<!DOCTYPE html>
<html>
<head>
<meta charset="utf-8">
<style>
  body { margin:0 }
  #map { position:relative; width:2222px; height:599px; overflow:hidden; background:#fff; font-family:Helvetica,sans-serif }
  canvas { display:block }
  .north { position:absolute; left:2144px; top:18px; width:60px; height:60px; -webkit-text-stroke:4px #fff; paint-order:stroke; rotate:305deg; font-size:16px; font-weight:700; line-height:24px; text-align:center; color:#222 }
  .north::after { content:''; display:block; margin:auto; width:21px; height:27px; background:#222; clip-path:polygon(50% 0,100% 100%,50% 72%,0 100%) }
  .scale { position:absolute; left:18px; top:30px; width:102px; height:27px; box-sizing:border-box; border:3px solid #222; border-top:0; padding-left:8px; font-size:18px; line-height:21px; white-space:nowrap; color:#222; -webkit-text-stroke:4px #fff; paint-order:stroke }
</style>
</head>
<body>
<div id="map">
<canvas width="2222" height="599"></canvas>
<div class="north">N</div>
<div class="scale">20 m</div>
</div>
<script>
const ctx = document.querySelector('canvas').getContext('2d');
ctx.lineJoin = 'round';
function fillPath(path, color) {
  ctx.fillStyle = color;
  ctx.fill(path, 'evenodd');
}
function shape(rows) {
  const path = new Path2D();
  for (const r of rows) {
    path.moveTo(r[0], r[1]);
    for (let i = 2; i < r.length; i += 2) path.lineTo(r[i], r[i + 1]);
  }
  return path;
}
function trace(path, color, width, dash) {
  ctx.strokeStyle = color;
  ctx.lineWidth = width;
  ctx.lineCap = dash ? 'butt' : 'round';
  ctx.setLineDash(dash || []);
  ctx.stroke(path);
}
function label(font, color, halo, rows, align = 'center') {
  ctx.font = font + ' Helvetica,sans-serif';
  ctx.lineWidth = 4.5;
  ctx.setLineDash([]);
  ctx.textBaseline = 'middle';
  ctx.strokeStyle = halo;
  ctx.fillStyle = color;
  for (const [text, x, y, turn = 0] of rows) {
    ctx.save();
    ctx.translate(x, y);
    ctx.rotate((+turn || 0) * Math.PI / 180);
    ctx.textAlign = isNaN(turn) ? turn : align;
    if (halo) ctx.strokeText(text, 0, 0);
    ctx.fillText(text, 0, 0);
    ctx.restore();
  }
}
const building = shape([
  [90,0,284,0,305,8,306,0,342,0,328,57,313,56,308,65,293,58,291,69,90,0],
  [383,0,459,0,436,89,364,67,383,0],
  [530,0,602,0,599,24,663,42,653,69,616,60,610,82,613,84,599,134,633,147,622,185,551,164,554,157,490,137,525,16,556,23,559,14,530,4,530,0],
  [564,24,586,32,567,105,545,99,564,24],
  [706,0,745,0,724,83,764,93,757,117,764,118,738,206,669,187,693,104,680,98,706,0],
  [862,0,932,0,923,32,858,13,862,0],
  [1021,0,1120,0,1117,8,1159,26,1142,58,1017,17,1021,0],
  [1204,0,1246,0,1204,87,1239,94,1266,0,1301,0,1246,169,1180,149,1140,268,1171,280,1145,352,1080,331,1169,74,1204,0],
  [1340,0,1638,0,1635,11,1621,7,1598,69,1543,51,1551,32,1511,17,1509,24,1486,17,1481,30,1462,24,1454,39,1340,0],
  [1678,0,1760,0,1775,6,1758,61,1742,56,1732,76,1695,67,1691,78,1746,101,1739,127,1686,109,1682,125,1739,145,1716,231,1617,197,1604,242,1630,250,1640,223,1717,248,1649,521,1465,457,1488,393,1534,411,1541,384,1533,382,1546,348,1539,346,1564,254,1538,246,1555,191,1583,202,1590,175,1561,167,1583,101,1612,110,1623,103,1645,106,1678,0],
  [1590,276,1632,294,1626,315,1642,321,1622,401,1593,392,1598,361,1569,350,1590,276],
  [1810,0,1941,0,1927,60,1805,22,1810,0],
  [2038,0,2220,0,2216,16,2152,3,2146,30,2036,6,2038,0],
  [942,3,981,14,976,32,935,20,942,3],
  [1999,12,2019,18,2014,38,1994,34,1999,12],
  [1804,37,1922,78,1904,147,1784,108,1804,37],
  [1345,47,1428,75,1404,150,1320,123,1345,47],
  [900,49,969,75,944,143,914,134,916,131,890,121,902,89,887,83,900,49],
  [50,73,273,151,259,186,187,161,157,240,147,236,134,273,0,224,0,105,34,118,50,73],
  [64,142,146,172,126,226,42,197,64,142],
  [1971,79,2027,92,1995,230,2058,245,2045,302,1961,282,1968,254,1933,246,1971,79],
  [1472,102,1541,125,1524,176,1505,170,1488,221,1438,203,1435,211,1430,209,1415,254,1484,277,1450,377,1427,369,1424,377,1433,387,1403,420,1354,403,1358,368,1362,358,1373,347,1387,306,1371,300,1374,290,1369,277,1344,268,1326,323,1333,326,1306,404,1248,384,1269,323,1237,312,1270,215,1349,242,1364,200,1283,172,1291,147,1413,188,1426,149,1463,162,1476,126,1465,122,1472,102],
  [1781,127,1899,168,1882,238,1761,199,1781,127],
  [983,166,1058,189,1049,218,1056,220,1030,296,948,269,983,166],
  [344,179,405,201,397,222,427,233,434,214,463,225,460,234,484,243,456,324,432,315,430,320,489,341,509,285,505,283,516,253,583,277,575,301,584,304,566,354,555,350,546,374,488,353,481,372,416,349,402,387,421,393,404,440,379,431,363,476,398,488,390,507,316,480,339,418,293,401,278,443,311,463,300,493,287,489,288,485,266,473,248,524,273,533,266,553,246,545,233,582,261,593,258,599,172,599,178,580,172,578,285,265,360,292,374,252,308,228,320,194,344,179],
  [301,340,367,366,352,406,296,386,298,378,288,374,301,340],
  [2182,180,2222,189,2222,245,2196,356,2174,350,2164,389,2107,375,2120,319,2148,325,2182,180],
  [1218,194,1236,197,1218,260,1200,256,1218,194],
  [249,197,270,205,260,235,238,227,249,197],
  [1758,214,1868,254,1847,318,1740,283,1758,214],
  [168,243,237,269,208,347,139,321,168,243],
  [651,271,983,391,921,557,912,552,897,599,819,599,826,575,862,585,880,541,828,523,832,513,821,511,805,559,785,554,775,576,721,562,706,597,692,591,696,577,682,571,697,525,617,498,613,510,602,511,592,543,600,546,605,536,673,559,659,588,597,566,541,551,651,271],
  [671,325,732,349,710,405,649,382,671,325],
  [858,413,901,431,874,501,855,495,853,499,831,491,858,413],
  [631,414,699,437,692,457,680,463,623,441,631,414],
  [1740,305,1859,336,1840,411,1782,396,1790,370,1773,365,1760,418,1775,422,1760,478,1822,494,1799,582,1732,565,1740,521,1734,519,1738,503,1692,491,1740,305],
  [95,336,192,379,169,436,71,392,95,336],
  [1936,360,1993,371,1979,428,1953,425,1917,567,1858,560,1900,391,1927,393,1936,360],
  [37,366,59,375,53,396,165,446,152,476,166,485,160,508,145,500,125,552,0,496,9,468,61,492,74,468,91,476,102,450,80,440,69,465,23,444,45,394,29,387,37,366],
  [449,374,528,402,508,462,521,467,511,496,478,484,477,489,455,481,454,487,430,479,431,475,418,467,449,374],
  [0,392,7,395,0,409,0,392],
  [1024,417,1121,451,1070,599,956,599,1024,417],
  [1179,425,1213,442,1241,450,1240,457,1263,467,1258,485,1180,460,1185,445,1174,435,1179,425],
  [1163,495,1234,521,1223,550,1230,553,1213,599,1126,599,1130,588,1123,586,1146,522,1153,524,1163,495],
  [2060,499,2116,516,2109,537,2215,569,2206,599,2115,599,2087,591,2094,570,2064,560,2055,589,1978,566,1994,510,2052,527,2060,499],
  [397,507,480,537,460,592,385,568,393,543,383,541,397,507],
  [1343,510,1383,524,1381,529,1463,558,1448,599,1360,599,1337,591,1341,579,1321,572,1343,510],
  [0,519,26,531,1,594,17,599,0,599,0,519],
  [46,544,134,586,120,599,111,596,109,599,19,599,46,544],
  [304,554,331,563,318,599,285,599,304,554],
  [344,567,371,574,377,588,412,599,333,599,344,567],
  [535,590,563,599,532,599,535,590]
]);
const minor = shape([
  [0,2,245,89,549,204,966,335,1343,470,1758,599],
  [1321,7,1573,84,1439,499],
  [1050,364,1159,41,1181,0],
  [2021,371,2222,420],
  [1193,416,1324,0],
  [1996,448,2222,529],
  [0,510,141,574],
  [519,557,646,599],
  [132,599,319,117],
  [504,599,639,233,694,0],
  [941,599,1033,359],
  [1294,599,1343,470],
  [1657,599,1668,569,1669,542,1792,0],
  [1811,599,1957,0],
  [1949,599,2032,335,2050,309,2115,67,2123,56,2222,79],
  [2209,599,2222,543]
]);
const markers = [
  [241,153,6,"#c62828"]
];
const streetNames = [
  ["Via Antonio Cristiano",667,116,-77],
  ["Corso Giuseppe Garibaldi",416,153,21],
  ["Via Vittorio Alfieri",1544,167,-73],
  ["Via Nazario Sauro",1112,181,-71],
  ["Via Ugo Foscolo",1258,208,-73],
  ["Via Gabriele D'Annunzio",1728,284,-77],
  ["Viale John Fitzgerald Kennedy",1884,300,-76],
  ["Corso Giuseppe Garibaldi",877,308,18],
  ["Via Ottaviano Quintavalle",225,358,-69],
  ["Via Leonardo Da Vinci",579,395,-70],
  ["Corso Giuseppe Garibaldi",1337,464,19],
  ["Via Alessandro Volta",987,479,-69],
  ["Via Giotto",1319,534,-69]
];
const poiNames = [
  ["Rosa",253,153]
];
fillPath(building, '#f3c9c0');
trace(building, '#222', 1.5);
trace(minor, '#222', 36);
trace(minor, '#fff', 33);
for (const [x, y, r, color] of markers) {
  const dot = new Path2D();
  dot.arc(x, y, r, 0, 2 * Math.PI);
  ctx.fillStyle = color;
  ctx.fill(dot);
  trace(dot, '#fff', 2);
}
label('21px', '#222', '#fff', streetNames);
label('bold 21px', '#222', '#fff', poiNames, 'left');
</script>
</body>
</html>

------------------------------------

(PROBLEM TO WORK ON): Check each line of the entries above for the word "class". List the ones that have it.

(EXERCISE OUTPUT):
<div class="north">N</div>
<div class="scale">20 m</div>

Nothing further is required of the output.